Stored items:
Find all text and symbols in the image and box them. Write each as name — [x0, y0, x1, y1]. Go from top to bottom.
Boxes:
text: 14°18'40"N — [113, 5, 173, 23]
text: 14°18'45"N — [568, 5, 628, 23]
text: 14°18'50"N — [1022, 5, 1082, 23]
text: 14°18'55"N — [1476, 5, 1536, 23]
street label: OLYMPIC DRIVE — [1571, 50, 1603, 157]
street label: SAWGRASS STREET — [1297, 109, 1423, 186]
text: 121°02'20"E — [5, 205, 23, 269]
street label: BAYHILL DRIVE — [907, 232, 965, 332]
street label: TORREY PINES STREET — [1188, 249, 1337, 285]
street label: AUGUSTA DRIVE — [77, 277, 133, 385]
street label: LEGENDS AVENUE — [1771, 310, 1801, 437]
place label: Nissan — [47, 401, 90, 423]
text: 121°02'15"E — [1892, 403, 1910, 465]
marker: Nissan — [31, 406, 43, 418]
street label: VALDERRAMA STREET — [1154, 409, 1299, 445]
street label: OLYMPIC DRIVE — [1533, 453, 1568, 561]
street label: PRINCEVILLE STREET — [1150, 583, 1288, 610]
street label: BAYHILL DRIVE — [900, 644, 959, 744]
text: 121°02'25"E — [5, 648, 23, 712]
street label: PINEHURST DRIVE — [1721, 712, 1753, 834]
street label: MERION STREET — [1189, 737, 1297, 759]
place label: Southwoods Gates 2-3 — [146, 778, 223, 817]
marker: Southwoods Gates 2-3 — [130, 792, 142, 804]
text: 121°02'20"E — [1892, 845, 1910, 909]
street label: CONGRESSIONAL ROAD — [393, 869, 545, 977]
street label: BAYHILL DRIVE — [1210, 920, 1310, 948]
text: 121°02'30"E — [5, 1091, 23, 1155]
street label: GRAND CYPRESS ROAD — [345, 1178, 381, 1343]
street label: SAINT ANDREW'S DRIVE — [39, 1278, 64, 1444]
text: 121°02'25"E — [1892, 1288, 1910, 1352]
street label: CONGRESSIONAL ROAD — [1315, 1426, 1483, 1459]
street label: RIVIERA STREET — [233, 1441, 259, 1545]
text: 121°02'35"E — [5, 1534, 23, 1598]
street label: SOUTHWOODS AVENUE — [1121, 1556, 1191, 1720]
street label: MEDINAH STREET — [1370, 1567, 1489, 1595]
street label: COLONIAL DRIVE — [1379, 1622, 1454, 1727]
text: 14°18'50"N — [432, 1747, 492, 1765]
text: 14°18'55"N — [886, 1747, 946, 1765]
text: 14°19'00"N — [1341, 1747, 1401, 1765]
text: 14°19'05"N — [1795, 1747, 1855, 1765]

[TASK BRIEF] Every line of data must be returned unchanged.

[YOUR RESPONSE]
Find all text and symbols in the image and box them. Write each as name — [x0, y0, x1, y1]. Go from top to bottom.
Boxes:
text: 14°18'40"N — [113, 5, 173, 23]
text: 14°18'45"N — [568, 5, 628, 23]
text: 14°18'50"N — [1022, 5, 1082, 23]
text: 14°18'55"N — [1476, 5, 1536, 23]
street label: OLYMPIC DRIVE — [1571, 50, 1603, 157]
street label: SAWGRASS STREET — [1297, 109, 1423, 186]
text: 121°02'20"E — [5, 205, 23, 269]
street label: BAYHILL DRIVE — [907, 232, 965, 332]
street label: TORREY PINES STREET — [1188, 249, 1337, 285]
street label: AUGUSTA DRIVE — [77, 277, 133, 385]
street label: LEGENDS AVENUE — [1771, 310, 1801, 437]
place label: Nissan — [47, 401, 90, 423]
text: 121°02'15"E — [1892, 403, 1910, 465]
marker: Nissan — [31, 406, 43, 418]
street label: VALDERRAMA STREET — [1154, 409, 1299, 445]
street label: OLYMPIC DRIVE — [1533, 453, 1568, 561]
street label: PRINCEVILLE STREET — [1150, 583, 1288, 610]
street label: BAYHILL DRIVE — [900, 644, 959, 744]
text: 121°02'25"E — [5, 648, 23, 712]
street label: PINEHURST DRIVE — [1721, 712, 1753, 834]
street label: MERION STREET — [1189, 737, 1297, 759]
place label: Southwoods Gates 2-3 — [146, 778, 223, 817]
marker: Southwoods Gates 2-3 — [130, 792, 142, 804]
text: 121°02'20"E — [1892, 845, 1910, 909]
street label: CONGRESSIONAL ROAD — [393, 869, 545, 977]
street label: BAYHILL DRIVE — [1210, 920, 1310, 948]
text: 121°02'30"E — [5, 1091, 23, 1155]
street label: GRAND CYPRESS ROAD — [345, 1178, 381, 1343]
street label: SAINT ANDREW'S DRIVE — [39, 1278, 64, 1444]
text: 121°02'25"E — [1892, 1288, 1910, 1352]
street label: CONGRESSIONAL ROAD — [1315, 1426, 1483, 1459]
street label: RIVIERA STREET — [233, 1441, 259, 1545]
text: 121°02'35"E — [5, 1534, 23, 1598]
street label: SOUTHWOODS AVENUE — [1121, 1556, 1191, 1720]
street label: MEDINAH STREET — [1370, 1567, 1489, 1595]
street label: COLONIAL DRIVE — [1379, 1622, 1454, 1727]
text: 14°18'50"N — [432, 1747, 492, 1765]
text: 14°18'55"N — [886, 1747, 946, 1765]
text: 14°19'00"N — [1341, 1747, 1401, 1765]
text: 14°19'05"N — [1795, 1747, 1855, 1765]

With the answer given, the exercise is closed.